The packet tagging and WMM and such are all very interesting etc, but will not be factors related to how much CPU usage there is really. The issue is the use of an ASIX dongle because those drivers seem to cause a lot more interrupt handling. A simple fix is to replace with the UE300 from TP-Link for ~$15 it cuts interrupt overhead by a factor of 10 or more.

darksky · September 5, 2021, 10:58am

OK, I finally got a UE300 (rtl8150) and ran the waveform bufferbloat speed tests comparing it to the Trendnet (asix-ax88179).

The other difference is I am now running the RPi4 @ 2,000 MHz:

/boot/config.txt

# cat /boot/config.txt 
################################################################################
# Bootloader configuration - config.txt
################################################################################

################################################################################
# For overclocking and various other settings, see:
# https://www.raspberrypi.org/documentation/configuration/config-txt/README.md
################################################################################

# OpenWrt config
include distroconfig.txt

[all]
# Place your custom settings here.
over_voltage=6
arm_freq=2000

Conclusion: UE300 achieves approx 25% higher speeds with the more or less the CPU load.
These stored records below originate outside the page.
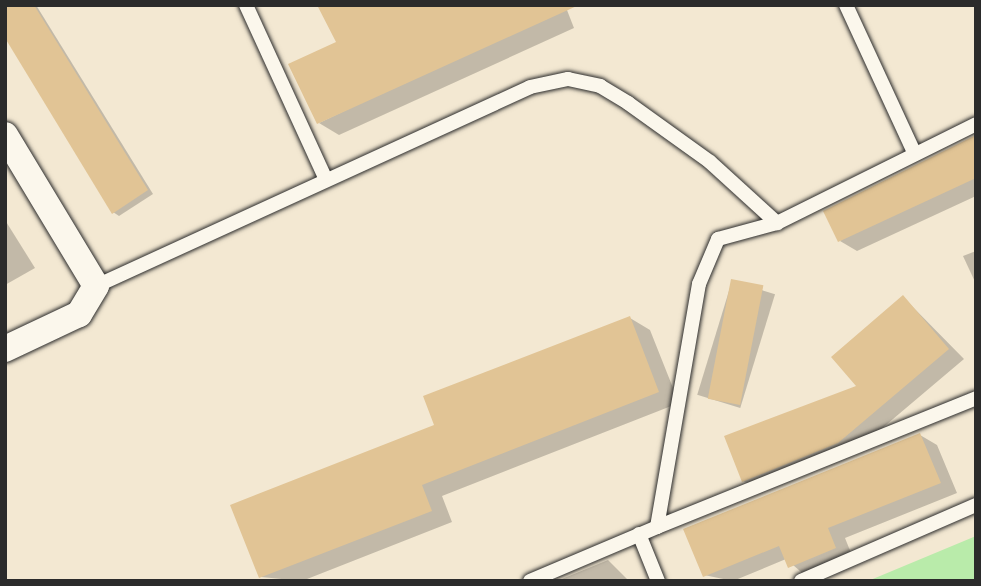 <!DOCTYPE html>
<style>
body{margin:0}
#map{position:relative;width:981px;height:586px;overflow:hidden;background:#f3e8d2;font-family:Itim,sans-serif}
div>[style]{position:absolute}
[style*='--x']{left:calc(var(--x)*1px);top:calc(var(--y)*1px);width:calc(var(--w)*1px);rotate:calc(var(--a)*1deg)}
.green>*{inset:0;background:#b9ebaa}
.shadow>*{inset:0;background:#0003;transform-origin:0 0}
.building>*{inset:0;background:#e1c495;transform-origin:0 0}
.roads{filter:drop-shadow(0 0 2px #2b2b2b) drop-shadow(0 0 2px #2b2b2b)}
.service>*{height:14px;margin:-7px;padding:0 7px;transform-origin:7px;border-radius:7px;background:#fbf7ec}
.minor>*{height:26px;margin:-13px;padding:0 13px;transform-origin:13px;border-radius:13px;background:#fbf7ec}
span{translate:-50% -50%;white-space:nowrap;text-align:center;line-height:1.15;-webkit-text-stroke:5px #fbf7ec;paint-order:stroke}
.frame{position:absolute;inset:0;border:7px solid #2b2b2b;pointer-events:none}
</style>
<div id="map">
<div class="green">
<i style="clip-path:polygon(976px 536px,976px 581px,868px 581px)"></i>
</div>
<div class="shadow">
<i style="clip-path:polygon(5px 5px,36px 5px,153px 194px,119px 216px,113px 212px)"></i>
<i style="clip-path:polygon(565px 5px,574px 28px,339px 135px,319px 123px)"></i>
<i style="clip-path:polygon(976px 136px,976px 196px,857px 251px,840px 241px)"></i>
<i style="clip-path:polygon(5px 220px,35px 268px,5px 285px)"></i>
<i style="clip-path:polygon(976px 251px,976px 284px,963px 256px)"></i>
<i style="left:732px;top:281px;width:45px;height:119px;rotate:17deg"></i>
<i style="clip-path:polygon(903px 297px,964px 359px,854px 452px,759px 490px,743px 481px,859px 387px)"></i>
<i style="clip-path:polygon(630px 318px,650px 330px,679px 403px,442px 496px,452px 522px,302px 581px,261px 577px,436px 426px)"></i>
<i style="clip-path:polygon(920px 435px,937px 445px,957px 493px,845px 538px,853px 558px,807px 577px,786px 559px,733px 581px,704px 575px)"></i>
<i style="clip-path:polygon(608px 560px,629px 581px,557px 581px)"></i>
</div>
<div class="building">
<i style="clip-path:polygon(5px 5px,34px 5px,148px 190px,112px 214px,5px 38px)"></i>
<i style="clip-path:polygon(317px 5px,579px 5px,317px 124px,288px 64px,336px 42px)"></i>
<i style="clip-path:polygon(976px 135px,976px 178px,838px 242px,823px 211px)"></i>
<i style="left:731px;top:279px;width:33px;height:122px;rotate:11deg"></i>
<i style="clip-path:polygon(903px 295px,949px 349px,838px 443px,742px 482px,724px 436px,856px 386px,831px 357px)"></i>
<i style="clip-path:polygon(630px 316px,659px 392px,422px 485px,432px 511px,259px 578px,230px 505px,434px 425px,423px 396px)"></i>
<i style="clip-path:polygon(920px 433px,941px 483px,828px 528px,836px 548px,788px 568px,779px 546px,703px 577px,683px 529px)"></i>
</div>
<div class="roads">
<div class="service">
<i style="--x:246;--y:5;--w:192;--a:65.4"></i>
<i style="--x:846;--y:5;--w:164;--a:65.2"></i>
<i style="--x:96;--y:286;--w:477;--a:-24.6"></i>
<i style="--x:530;--y:87;--w:39;--a:-12"></i>
<i style="--x:568;--y:79;--w:33;--a:12"></i>
<i style="--x:600;--y:86;--w:33;--a:31"></i>
<i style="--x:628;--y:103;--w:101;--a:35.7"></i>
<i style="--x:710;--y:162;--w:91;--a:42.3"></i>
<i style="--x:657;--y:527;--w:344;--a:-22"></i>
<i style="--x:639;--y:534;--w:51;--a:68"></i>
<i style="--x:530;--y:581;--w:138;--a:-23"></i>
<i style="--x:657;--y:527;--w:247;--a:-80.2"></i>
<i style="--x:699;--y:284;--w:49;--a:-67.1"></i>
<i style="--x:718;--y:239;--w:61;--a:-15.2"></i>
<i style="--x:777;--y:223;--w:222;--a:-26.4"></i>
<i style="--x:801;--y:581;--w:191;--a:-23.5"></i>
</div>
<div class="minor">
<i style="--x:5;--y:135;--w:176;--a:58.9"></i>
<i style="--x:96;--y:286;--w:33;--a:121"></i>
<i style="--x:79;--y:314;--w:82;--a:154.7"></i>
</div>
</div>
<div class="frame"></div>
</div> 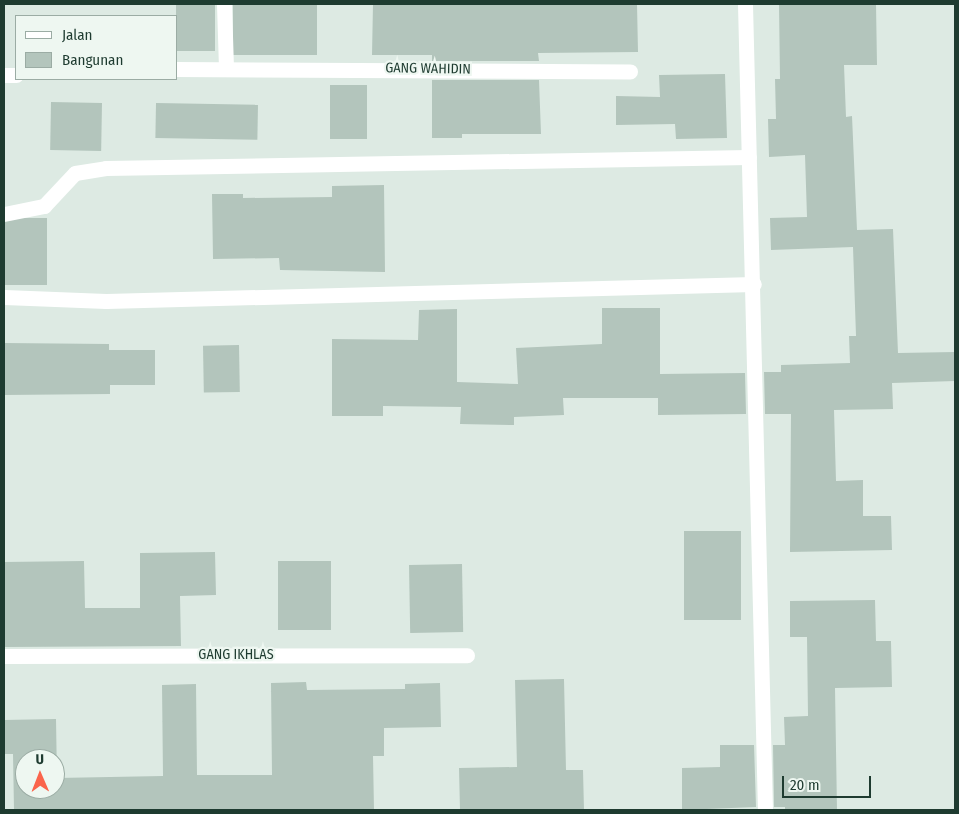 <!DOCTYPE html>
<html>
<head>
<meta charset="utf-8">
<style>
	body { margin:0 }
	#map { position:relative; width:959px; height:814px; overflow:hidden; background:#ddeae3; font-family:"Fira Sans Condensed",sans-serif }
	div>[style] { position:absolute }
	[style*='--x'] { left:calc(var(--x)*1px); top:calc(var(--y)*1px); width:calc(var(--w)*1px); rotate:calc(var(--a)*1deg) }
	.building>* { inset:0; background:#b3c5bc; transform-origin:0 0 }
	.minor>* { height:15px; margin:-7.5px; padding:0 7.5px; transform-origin:7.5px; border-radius:7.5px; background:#fff }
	span { translate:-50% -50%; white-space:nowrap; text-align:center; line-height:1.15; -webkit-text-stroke:4.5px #eef7f1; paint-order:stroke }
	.street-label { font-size:14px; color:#1e3b30 }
	.frame { position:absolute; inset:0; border:5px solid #1e3b30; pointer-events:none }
	.legend { position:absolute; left:15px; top:15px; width:162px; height:65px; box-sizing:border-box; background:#eef7f1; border:1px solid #9baca4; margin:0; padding:6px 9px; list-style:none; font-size:15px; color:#1e3b30 }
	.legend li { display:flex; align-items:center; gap:10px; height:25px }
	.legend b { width:25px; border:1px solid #9baca4 }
	.north { position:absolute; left:15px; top:749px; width:50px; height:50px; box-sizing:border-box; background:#eef7f1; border:1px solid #9baca4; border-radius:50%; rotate:359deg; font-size:14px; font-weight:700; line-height:20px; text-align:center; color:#1e3b30 }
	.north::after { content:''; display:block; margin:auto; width:18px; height:22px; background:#fa644b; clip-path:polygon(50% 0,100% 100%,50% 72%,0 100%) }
	.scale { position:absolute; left:782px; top:776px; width:89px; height:22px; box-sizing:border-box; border:2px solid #1e3b30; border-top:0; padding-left:6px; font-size:15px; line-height:18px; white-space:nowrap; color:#1e3b30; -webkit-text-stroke:4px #eef7f1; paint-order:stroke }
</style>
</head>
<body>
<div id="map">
	<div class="building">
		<div style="left:176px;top:4px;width:39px;height:47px"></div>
		<div style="left:233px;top:4px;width:84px;height:51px"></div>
		<div style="clip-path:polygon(373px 4px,637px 4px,638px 52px,538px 53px,539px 61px,432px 61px,432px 55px,372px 55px)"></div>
		<div style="clip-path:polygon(779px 4px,876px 4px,877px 65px,844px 65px,846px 117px,852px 116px,857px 230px,893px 229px,898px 353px,955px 352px,955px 381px,892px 383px,893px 409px,834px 410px,836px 481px,863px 480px,863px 516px,891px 516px,892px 550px,790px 552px,791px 414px,765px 414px,764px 372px,781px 372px,781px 365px,850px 363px,849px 336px,856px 336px,853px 247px,771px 250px,770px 218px,807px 217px,805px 155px,769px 157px,768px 119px,776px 119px,775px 79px,780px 79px)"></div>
		<div style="clip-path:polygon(725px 74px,727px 138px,676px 139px,675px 124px,616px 125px,616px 96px,660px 97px,659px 75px)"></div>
		<div style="clip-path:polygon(432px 80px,539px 80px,541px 134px,462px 134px,462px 138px,432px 138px)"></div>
		<div style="left:367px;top:85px;width:54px;height:37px;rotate:90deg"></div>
		<div style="left:51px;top:102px;width:51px;height:48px;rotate:1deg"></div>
		<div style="left:156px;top:103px;width:102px;height:35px;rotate:1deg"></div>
		<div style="clip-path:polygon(384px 185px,385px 272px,280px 270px,279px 258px,213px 259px,212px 194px,243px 194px,243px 198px,332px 197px,332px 186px)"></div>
		<div style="left:47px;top:218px;width:67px;height:43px;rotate:90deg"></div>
		<div style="clip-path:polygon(602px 308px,660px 308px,660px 374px,745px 373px,746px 414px,658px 415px,658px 398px,563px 398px,564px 415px,514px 417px,514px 425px,460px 424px,461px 407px,383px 406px,383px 416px,332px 416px,332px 339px,418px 340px,419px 310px,457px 309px,457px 382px,518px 384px,516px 348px,602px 344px)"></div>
		<div style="clip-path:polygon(4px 343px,109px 344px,109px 350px,155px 350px,155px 385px,110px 385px,110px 394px,4px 395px)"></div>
		<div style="left:239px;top:345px;width:47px;height:36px;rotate:89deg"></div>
		<div style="left:741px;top:531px;width:89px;height:57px;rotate:90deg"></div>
		<div style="clip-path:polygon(215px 552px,216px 595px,180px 596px,181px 646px,4px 647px,4px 562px,84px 561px,85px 608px,140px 608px,140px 553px)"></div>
		<div style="left:278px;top:561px;width:53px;height:69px"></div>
		<div style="left:462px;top:564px;width:68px;height:53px;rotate:89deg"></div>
		<div style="clip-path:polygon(875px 600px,876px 641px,891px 641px,892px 687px,835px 688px,837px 810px,785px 810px,785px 807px,774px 807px,773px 745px,785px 745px,784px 717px,808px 716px,807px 637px,790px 637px,790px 601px)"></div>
		<div style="clip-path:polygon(564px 679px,566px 770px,583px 770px,584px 810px,460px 810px,459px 768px,517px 767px,515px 680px)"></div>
		<div style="clip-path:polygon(evenodd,306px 682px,307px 690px,405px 689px,405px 684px,440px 683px,441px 727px,384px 728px,384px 756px,373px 756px,374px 810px,14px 810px,13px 754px,4px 754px,4px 720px,56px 719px,57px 778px,163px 776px,162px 685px,196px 684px,197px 775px,272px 775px,271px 683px,306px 682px,25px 759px,55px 759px,55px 789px,25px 789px,25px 759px)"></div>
		<div style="clip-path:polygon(720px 745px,754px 745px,756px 807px,682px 810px,682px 768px,720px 767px)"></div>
	</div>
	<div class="minor">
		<div style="--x:224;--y:4;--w:63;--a:88.2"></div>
		<div style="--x:745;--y:4;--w:806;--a:88.58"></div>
		<div style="--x:176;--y:69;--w:454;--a:0.3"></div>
		<div style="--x:4;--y:75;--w:12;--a:0"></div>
		<div style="--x:4;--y:214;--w:41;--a:-11.3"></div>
		<div style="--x:44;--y:206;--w:45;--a:-46.8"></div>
		<div style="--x:75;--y:173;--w:31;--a:-9"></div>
		<div style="--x:106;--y:168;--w:643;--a:-0.98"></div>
		<div style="--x:4;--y:297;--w:102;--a:2.2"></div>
		<div style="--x:106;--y:301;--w:648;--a:-1.5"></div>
		<div style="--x:4;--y:656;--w:463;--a:-0.1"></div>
	</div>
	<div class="street-label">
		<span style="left:428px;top:69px;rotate:1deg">GANG WAHIDIN</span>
		<span style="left:236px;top:655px">GANG IKHLAS</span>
	</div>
	<div class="frame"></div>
	<ul class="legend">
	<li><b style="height:6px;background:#fff"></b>Jalan</li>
	<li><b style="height:14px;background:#b3c5bc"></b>Bangunan</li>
	</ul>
	<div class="north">U</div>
	<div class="scale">20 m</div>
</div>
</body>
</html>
Bufferbloat is controlled in each case.

Trendnet

CPU use: max 99+% on single core
Latency: 19 ms unloaded, +0 ms download active, +0 ms upload active
Speed: 670.5 Mbps down (average of two runs 672 and 669)

TP-Link UE300

CPU use: max 98% on single core (did not saturate)
Latency: 17 ms unloaded, +2 ms download active, +0 ms upload active
Speed: 839 Mbps down (average of two runs 826 and 852)

Both tests used fq_codel/simplest_tbf with 850000 (download speed) and 24000 (upload speed). Packet steering was enabled for both.

As a control, no SQM (using Trendnet):

CPU use: 40% max on single core
Latency: 32 ms unloaded, +39 ms download active, +0 ms upload active
Speed: 909 Mbps down and 24.4 up

dlakelan · September 5, 2021, 2:49pm

Are you running irqbalance? Because that may help a lot. I can not only shape a gigabit, but I can do it over a squid proxy at the native clock freq. So there should be a lot of headroom on this device.

darksky · September 5, 2021, 2:57pm

Yes, it is running. The issue is the SQM is single threaded. See this pic in post #7 of this thread.

dlakelan · September 5, 2021, 3:10pm

It's strange because I managed to shape a gigabit with something like 10-15% of one core in the test thread. Now I was using hfsc but I don't expect cake to be 10x as cpu intense

jrambo99 · September 5, 2021, 5:56pm

@darksky Are you using snapshots?

There seems to be a regression in SQM performance lately:

I guess this will get fixed at some point, but in the meantime you can try an older version of sqm-scripts as cited, that should get you results more in line with @dlakelan's

darksky · September 5, 2021, 7:05pm

Yes, built against HEAD. I guess I could downgrade to the commit from Dec of 2020.

moeller0 · September 5, 2021, 7:50pm

If you do, please try to incrementally add the 3 commits between Dec 2020 and Feb 28 2021 to see which of these innocent looking changes is responsible for the observed CPU load.